At Oakville Grocery, we pride ourselves in featuring products from local, small-scale artisans and supporting our local farmers and small businesses. Sustainable farming plays a big role in what we represent. Not only does it help the environment, but it also gives our customers the opportunity to taste the essence of the food and the area we live in.
Our sister properties Raymond Vineyards and DeLoach Vineyards take sustainable farming to the next level with biodynamic farming, and it shows in the quality of their wines and culinary creations. What in the world is Biodynamics? Biodynamics is an interconnected, complex farming system that works in harmony with the natural cycles of the environment and is guided by the phases of the moon, sun, and stars. Obviously, biodynamic farming is not feasible for everyone, but there are some easy ways to incorporate biodynamic farming into your own lifestyle. Each season, we can give you some helpful tips to get the most out of your garden in a sustainable way. We will categorize these tips within different elements - Soil, Plants, Insects, and Solar / Lunar Energy - all of which work in harmony.
Though it's still warm here in Northern California, by November, fall will be in full swing, and your focus should shift to returning nutrients to the soil. Fallen leaves, fruit and other residues can attract disease and pests. You can turn that "waste" into compost, which will be a valuable source of fertility and energy once it's broken down. If you had a summer garden, the remnants of those plants are full of organic matter, nitrogen and micronutrients. Once your plants have faded - but before they dry out - pull them to build your compost pile. Not only will it feed your plants in spring, but it will also build the fertility and quality of the soil. For a compost pile to work correctly, it must be 4 feet on all sides and contain a healthy mix of green vegetation, dry vegetation, water, and air. Steer clear of redwood leaves, eucalyptus, junipers, walnuts, California bay laurel, invasive weeds, diseased plants or cat or dog manures.
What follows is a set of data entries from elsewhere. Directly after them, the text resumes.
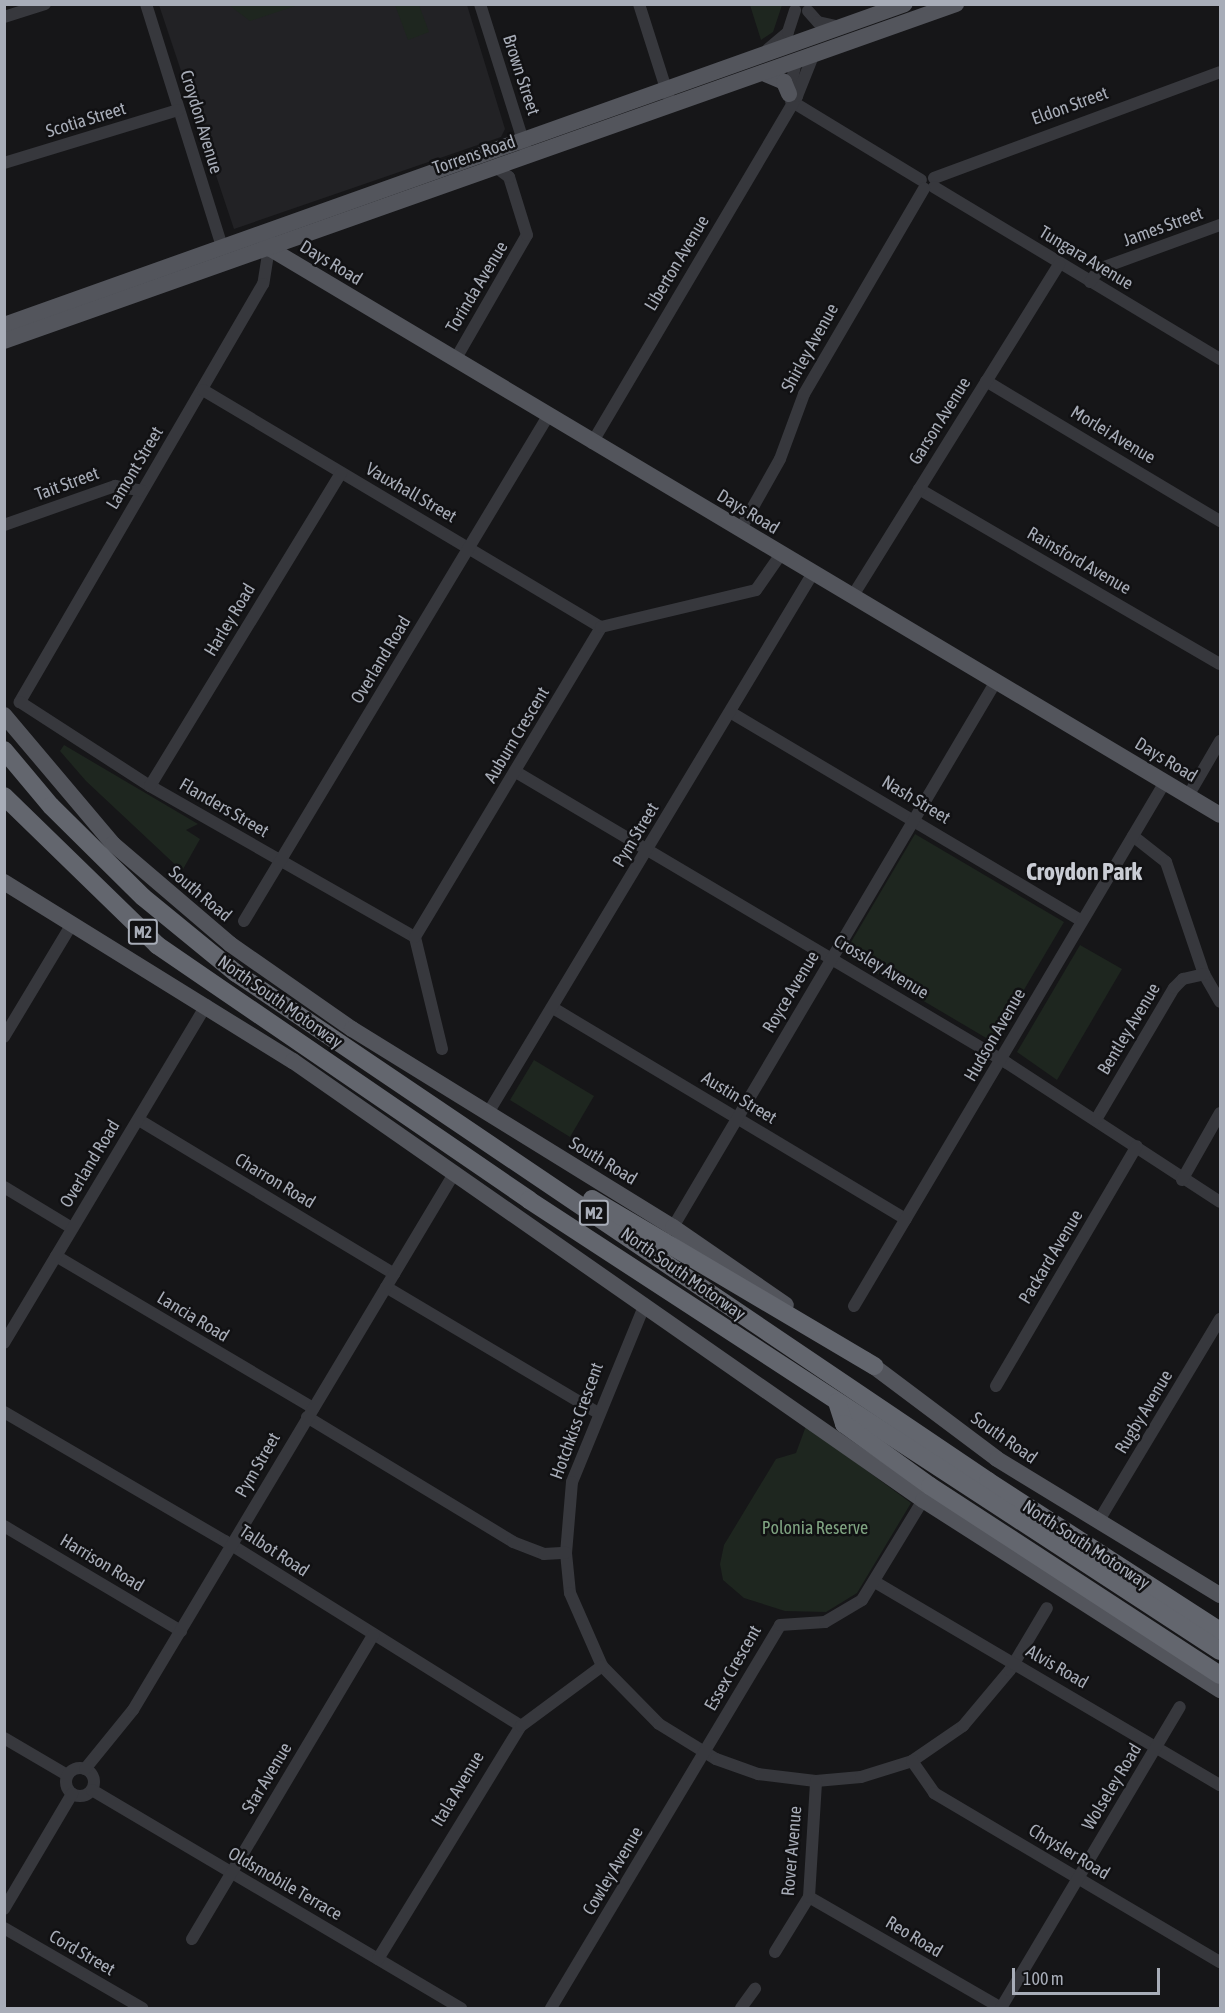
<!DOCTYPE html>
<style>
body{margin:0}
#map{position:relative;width:1225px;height:2013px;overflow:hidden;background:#161618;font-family:"Asap Condensed",sans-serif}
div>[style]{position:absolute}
.built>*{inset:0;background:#222225}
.green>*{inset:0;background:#1e261f}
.minor>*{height:12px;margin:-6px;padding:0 6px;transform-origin:6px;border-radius:6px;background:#37383d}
.minor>.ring{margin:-6px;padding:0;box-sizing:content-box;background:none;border:12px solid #37383d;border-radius:50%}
.major>*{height:16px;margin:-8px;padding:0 8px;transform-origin:8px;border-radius:8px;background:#53555c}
.highway>*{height:18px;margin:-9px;padding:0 9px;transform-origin:9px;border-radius:9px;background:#63666e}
span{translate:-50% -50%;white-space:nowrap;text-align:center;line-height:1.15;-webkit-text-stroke:5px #111113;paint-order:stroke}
.shield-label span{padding:2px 4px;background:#111113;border:2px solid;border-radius:4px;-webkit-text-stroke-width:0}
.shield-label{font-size:16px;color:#a8adb8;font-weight:700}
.street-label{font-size:18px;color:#a8adb8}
.park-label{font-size:18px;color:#7fa381}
.district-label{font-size:24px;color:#c9ccd4;font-weight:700}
.frame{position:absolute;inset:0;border:6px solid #a8adb8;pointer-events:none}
.scale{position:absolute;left:1012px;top:1968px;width:148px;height:27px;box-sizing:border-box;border:3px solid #a8adb8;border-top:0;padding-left:8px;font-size:18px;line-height:21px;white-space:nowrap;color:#a8adb8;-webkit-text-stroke:4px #111113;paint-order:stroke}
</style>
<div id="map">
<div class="built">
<div style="clip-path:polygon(159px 5px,467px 5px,505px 129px,501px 137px,234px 229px)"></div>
</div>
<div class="green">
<div style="clip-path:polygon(229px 5px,298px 5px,250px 21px)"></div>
<div style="clip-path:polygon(395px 5px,419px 5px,429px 32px,408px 40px)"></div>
<div style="clip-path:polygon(750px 5px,782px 5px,773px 32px,761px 40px)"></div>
<div style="clip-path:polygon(64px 745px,198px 824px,186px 830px,200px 839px,182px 871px,86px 781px,60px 751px)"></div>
<div style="clip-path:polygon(915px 834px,1064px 922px,993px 1042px,844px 954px)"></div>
<div style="clip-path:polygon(1080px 945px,1122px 969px,1057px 1080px,1017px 1052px)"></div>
<div style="clip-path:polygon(534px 1060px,594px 1096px,570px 1137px,510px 1100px)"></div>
<div style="clip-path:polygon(806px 1426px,911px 1503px,857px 1593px,826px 1612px,785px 1611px,744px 1598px,723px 1580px,720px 1564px,724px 1545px,776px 1459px,796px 1453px)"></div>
</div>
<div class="minor">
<div style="left:146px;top:4px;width:257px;rotate:72.6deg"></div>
<div style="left:480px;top:4px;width:150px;rotate:72.5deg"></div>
<div style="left:639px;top:4px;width:96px;rotate:72.3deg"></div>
<div style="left:808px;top:11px;width:15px;rotate:48deg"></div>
<div style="left:818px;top:22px;width:23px;rotate:13deg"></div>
<div style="left:4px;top:17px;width:43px;rotate:-17.6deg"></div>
<div style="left:768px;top:49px;width:26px;rotate:-40deg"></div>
<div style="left:788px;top:32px;width:23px;rotate:-72deg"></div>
<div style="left:789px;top:94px;width:33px;rotate:-78deg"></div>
<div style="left:791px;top:101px;width:152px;rotate:31.3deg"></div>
<div style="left:4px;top:163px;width:182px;rotate:-16.9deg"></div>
<div style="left:934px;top:178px;width:305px;rotate:-20.3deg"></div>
<div style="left:934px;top:187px;width:334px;rotate:31deg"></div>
<div style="left:269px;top:248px;width:36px;rotate:99deg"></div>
<div style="left:263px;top:284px;width:484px;rotate:120.2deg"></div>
<div style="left:20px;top:702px;width:155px;rotate:32.9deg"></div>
<div style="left:150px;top:786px;width:305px;rotate:29.7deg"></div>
<div style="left:1090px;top:282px;width:16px;rotate:-55deg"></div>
<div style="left:1099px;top:269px;width:129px;rotate:-20deg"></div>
<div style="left:455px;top:360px;width:144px;rotate:-60.1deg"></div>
<div style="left:527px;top:235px;width:61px;rotate:-107.2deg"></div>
<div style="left:509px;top:177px;width:15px;rotate:-143deg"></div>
<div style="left:986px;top:381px;width:273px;rotate:30.9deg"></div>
<div style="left:203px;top:390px;width:463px;rotate:30.8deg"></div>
<div style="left:592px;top:443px;width:403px;rotate:-59.4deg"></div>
<div style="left:797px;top:96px;width:43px;rotate:-68.2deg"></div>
<div style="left:919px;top:489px;width:348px;rotate:30.2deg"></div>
<div style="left:4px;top:525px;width:118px;rotate:-19.4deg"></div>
<div style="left:115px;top:486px;width:27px;rotate:10deg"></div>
<div style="left:740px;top:530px;width:81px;rotate:-60.6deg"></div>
<div style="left:780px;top:459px;width:69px;rotate:-69.7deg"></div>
<div style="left:804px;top:394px;width:238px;rotate:-59.7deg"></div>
<div style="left:852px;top:597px;width:392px;rotate:-58.1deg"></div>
<div style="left:730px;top:712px;width:409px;rotate:30.7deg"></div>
<div style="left:516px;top:772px;width:571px;rotate:30.65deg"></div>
<div style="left:1007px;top:1063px;width:254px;rotate:33.1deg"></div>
<div style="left:150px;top:786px;width:367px;rotate:-58.6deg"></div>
<div style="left:1188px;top:796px;width:64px;rotate:-59.8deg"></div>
<div style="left:1133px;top:836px;width:42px;rotate:38.2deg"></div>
<div style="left:1166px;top:862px;width:118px;rotate:71.3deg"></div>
<div style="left:1204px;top:974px;width:32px;rotate:60deg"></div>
<div style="left:244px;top:921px;width:589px;rotate:-58.95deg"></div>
<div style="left:553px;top:1008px;width:411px;rotate:30.9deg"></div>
<div style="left:4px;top:1037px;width:132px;rotate:-59deg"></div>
<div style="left:442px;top:1049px;width:115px;rotate:-103.6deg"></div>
<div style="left:415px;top:937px;width:362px;rotate:-59deg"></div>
<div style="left:601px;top:627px;width:159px;rotate:-13.4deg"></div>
<div style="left:756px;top:590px;width:44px;rotate:-55.2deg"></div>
<div style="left:488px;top:1113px;width:630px;rotate:-58.96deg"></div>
<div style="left:1097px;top:1118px;width:151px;rotate:-59.4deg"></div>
<div style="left:1174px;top:988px;width:13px;rotate:-45deg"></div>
<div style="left:1183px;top:979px;width:22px;rotate:-13deg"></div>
<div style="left:139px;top:1120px;width:298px;rotate:31.1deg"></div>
<div style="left:1182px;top:1180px;width:77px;rotate:-60.4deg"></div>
<div style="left:4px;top:1187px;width:79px;rotate:31.1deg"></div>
<div style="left:673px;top:1227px;width:632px;rotate:-59.38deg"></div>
<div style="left:56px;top:1256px;width:299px;rotate:30.6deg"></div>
<div style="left:386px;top:1287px;width:247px;rotate:30.7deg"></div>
<div style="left:645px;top:1304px;width:192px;rotate:112.3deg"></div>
<div style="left:572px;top:1482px;width:71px;rotate:94.8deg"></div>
<div style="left:566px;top:1553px;width:40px;rotate:84.3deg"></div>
<div style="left:570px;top:1593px;width:80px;rotate:66.3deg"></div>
<div style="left:602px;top:1666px;width:81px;rotate:45.5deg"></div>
<div style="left:659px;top:1724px;width:67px;rotate:31.6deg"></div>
<div style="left:716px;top:1759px;width:45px;rotate:19.7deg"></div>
<div style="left:758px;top:1774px;width:58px;rotate:6.9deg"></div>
<div style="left:816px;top:1781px;width:45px;rotate:-5.1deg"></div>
<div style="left:861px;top:1777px;width:53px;rotate:-17.4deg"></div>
<div style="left:912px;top:1761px;width:62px;rotate:-34.5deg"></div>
<div style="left:963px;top:1726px;width:73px;rotate:-50deg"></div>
<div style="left:1010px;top:1670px;width:72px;rotate:-59.2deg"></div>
<div style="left:854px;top:1306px;width:609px;rotate:-59.31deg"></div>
<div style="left:4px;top:1343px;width:394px;rotate:-59.1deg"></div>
<div style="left:996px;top:1386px;width:278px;rotate:-59.6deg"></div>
<div style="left:4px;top:1412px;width:256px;rotate:30.3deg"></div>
<div style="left:225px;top:1541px;width:349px;rotate:32deg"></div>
<div style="left:307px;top:1417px;width:241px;rotate:31.2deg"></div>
<div style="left:513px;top:1542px;width:33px;rotate:21deg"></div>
<div style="left:544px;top:1554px;width:22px;rotate:-3deg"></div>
<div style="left:1098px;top:1522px;width:237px;rotate:-59deg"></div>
<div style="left:4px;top:1526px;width:206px;rotate:30.7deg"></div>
<div style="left:875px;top:1582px;width:400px;rotate:30.5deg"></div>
<div style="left:4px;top:1738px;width:73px;rotate:30.4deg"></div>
<div style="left:912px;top:1761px;width:39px;rotate:55deg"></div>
<div style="left:934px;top:1793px;width:332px;rotate:30.6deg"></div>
<div class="ring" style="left:66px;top:1768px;width:16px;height:16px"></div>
<div style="left:85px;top:1769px;width:76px;rotate:-50.9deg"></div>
<div style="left:133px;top:1710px;width:627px;rotate:-59.1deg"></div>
<div style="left:92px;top:1790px;width:429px;rotate:30.6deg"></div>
<div style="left:809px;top:1897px;width:222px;rotate:30deg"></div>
<div style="left:4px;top:1909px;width:134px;rotate:-59.4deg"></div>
<div style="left:4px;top:1928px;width:160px;rotate:30.1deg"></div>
<div style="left:192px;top:1939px;width:354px;rotate:-59.2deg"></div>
<div style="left:775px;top:1952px;width:65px;rotate:-58.3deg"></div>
<div style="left:809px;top:1897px;width:116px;rotate:-86.5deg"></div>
<div style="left:378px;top:1959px;width:273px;rotate:-58.5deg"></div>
<div style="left:521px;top:1726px;width:101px;rotate:-36.5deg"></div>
<div style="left:551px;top:2008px;width:446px;rotate:-59.1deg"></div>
<div style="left:780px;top:1625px;width:45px;rotate:-3.8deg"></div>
<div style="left:825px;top:1622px;width:43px;rotate:-30.7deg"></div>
<div style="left:862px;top:1600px;width:117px;rotate:-58.6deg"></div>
<div style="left:741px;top:2008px;width:24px;rotate:-54deg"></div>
<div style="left:1001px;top:2008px;width:350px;rotate:-59.3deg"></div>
</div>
<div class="major">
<div style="left:763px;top:73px;width:23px;rotate:23deg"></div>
<div style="left:784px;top:82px;width:13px;rotate:67deg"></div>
<div style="left:265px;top:234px;width:15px;rotate:74deg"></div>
<div style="left:269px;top:248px;width:1107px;rotate:30.8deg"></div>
<div style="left:4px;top:325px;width:956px;rotate:-19.61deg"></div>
<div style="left:4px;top:341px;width:1010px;rotate:-19.49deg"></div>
<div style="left:4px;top:715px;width:169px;rotate:49.8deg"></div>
<div style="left:113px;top:844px;width:154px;rotate:40.5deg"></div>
<div style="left:230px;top:944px;width:149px;rotate:34.9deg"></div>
<div style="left:352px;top:1029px;width:377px;rotate:31.7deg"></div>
<div style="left:673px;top:1227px;width:137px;rotate:34.6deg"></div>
<div style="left:4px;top:882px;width:340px;rotate:31.8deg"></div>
<div style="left:293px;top:1061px;width:768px;rotate:34.87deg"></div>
<div style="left:923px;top:1500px;width:353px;rotate:32.6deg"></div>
<div style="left:864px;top:1359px;width:166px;rotate:36.9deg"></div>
<div style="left:997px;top:1459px;width:261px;rotate:31.4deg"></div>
</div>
<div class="highway">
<div style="left:4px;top:750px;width:73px;rotate:50deg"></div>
<div style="left:51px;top:806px;width:129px;rotate:44.7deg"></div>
<div style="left:143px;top:897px;width:120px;rotate:39.3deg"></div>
<div style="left:236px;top:973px;width:908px;rotate:34.04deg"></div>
<div style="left:988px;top:1481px;width:276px;rotate:32.9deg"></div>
<div style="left:4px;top:796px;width:214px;rotate:44.2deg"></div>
<div style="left:157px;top:945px;width:451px;rotate:34.4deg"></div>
<div style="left:529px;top:1200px;width:825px;rotate:33.13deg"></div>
<div style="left:592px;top:1199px;width:328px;rotate:30.6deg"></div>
<div style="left:837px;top:1402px;width:23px;rotate:72deg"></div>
<div style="left:844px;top:1424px;width:106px;rotate:35.8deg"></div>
<div style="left:930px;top:1486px;width:346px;rotate:33.1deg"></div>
</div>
<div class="shield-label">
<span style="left:143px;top:932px">M2</span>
<span style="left:594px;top:1213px">M2</span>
</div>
<div class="street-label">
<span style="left:521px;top:75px;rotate:72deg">Brown Street</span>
<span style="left:1070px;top:106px;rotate:-20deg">Eldon Street</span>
<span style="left:86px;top:120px;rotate:-17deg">Scotia Street</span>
<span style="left:201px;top:122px;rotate:73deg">Croydon Avenue</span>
<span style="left:474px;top:155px;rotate:-19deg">Torrens Road</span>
<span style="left:1163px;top:227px;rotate:-20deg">James Street</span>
<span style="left:1086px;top:258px;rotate:31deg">Tungara Avenue</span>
<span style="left:331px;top:263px;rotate:31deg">Days Road</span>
<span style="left:677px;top:263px;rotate:-59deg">Liberton Avenue</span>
<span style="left:477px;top:287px;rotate:-59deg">Torinda Avenue</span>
<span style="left:810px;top:348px;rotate:-61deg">Shirley Avenue</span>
<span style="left:940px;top:421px;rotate:-58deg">Garson Avenue</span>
<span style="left:1113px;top:435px;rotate:31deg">Morlei Avenue</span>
<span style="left:135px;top:468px;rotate:-59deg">Lamont Street</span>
<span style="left:67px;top:484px;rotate:-20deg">Tait Street</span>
<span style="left:411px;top:493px;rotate:30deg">Vauxhall Street</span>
<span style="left:748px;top:512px;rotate:31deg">Days Road</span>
<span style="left:1079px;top:561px;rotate:30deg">Rainsford Avenue</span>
<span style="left:230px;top:620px;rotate:-59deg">Harley Road</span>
<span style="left:381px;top:660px;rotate:-59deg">Overland Road</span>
<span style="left:517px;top:735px;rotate:-59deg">Auburn Crescent</span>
<span style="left:1166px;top:760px;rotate:31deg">Days Road</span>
<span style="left:916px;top:800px;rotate:31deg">Nash Street</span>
<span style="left:224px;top:808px;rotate:30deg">Flanders Street</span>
<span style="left:636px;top:835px;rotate:-59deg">Pym Street</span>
<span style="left:200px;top:894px;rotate:40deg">South Road</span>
<span style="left:881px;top:967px;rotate:31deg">Crossley Avenue</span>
<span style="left:791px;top:992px;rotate:-59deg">Royce Avenue</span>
<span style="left:280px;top:1002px;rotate:35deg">North South Motorway</span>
<span style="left:1129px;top:1029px;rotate:-59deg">Bentley Avenue</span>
<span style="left:995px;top:1035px;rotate:-60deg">Hudson Avenue</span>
<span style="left:739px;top:1098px;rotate:31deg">Austin Street</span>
<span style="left:603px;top:1161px;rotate:31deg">South Road</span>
<span style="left:90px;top:1164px;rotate:-59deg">Overland Road</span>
<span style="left:275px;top:1181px;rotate:31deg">Charron Road</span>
<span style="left:1051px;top:1257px;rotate:-59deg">Packard Avenue</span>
<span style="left:683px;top:1274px;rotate:35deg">North South Motorway</span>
<span style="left:193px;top:1317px;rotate:31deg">Lancia Road</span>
<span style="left:1144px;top:1412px;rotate:-59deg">Rugby Avenue</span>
<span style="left:577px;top:1421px;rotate:-70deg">Hotchkiss Crescent</span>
<span style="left:1004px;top:1438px;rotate:35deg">South Road</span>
<span style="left:258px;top:1465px;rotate:-60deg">Pym Street</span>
<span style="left:1086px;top:1545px;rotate:33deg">North South Motorway</span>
<span style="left:274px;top:1551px;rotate:33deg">Talbot Road</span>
<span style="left:102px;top:1563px;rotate:31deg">Harrison Road</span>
<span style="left:1057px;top:1667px;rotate:30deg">Alvis Road</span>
<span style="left:733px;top:1668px;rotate:-60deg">Essex Crescent</span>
<span style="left:267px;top:1778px;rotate:-59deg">Star Avenue</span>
<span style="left:1112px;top:1787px;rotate:-59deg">Wolseley Road</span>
<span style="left:458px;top:1789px;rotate:-59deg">Itala Avenue</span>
<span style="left:792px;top:1851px;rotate:-85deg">Rover Avenue</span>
<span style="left:1069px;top:1852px;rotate:31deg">Chrysler Road</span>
<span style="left:613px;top:1871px;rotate:-59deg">Cowley Avenue</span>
<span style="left:285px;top:1884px;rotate:30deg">Oldsmobile Terrace</span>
<span style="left:914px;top:1937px;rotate:31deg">Reo Road</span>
<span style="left:82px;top:1953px;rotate:30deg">Cord Street</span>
</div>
<div class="park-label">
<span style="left:815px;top:1528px">Polonia Reserve</span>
</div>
<div class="district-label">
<span style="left:1084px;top:872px">Croydon Park</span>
</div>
<div class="frame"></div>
<div class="scale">100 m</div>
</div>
Around the time of the first rains, add compost to fruit trees and vines. If you're in a warmer area, it may take a while for the "second summer" to pass. Use a shade cloth and misters to start your fall crops; don't wait too long as they won't develop in time before the short days and frosty nights - usually by November 1. What to plant? Try lettuce, beets, carrots, spinach, kale,
chard, turnips, radish, peas, broccoli, cauliflower, cabbage and cover crops such as bell beans, vetch, and oats. You might also consider planting garlic. By growing your own, you can access a rich and flavorful world beyond the commercially available grocery store bulbs.
After the first fall rain, plant natives and perennials for hedgerows to create a habitat for beneficial insects and encourage biodiversity. In fall you can also sow native wildflowers for spring blooms, which will attract beneficial winged insects once the weather warms. To help keep bugs out - and raise the ground temperature - try using a floating row cover. It creates a mini-greenhouse effect, helping your fall and winter crops grow a little faster and remain healthy. Though there aren't as many harmful insects in fall, they're still there. Slugs and snails, for example, lay more than half their eggs in the fall, which hatch 2-3 weeks later. Consider adding emptied grapefruit halves or eggshells to your soil, or introduce natural predators such as birds by adding a birdbath. Chickens, if you have them, can also help. Yellowjackets are quite active in late summer and early fall but are beneficial insects themselves, so don't rush to eliminate them. Be sure to clean up dropped produce, for example, as yellowjackets are especially attracted to rotting fruit.
Solar / Lunar Energy
In biodynamics, constellations (Virgo, Scorpio, etc.) are each connected to an element: earth, water, air or fire. Those elements relate to the parts of a plant: earth = root, water = leaf, air = flower, fire = fruit. The effect of the moon traveling in front of each constellation influences the corresponding plant part and is used as a guide to when one plants, prunes, sprays or harvests. Using that same logic, there are also "unfavorable" days to do any gardening at all. Considering avoiding the following dates this fall - 9/27, 10/24, 10/25, 10/26, 11/10, 11/11, 11/23, 12/18 and 12/19.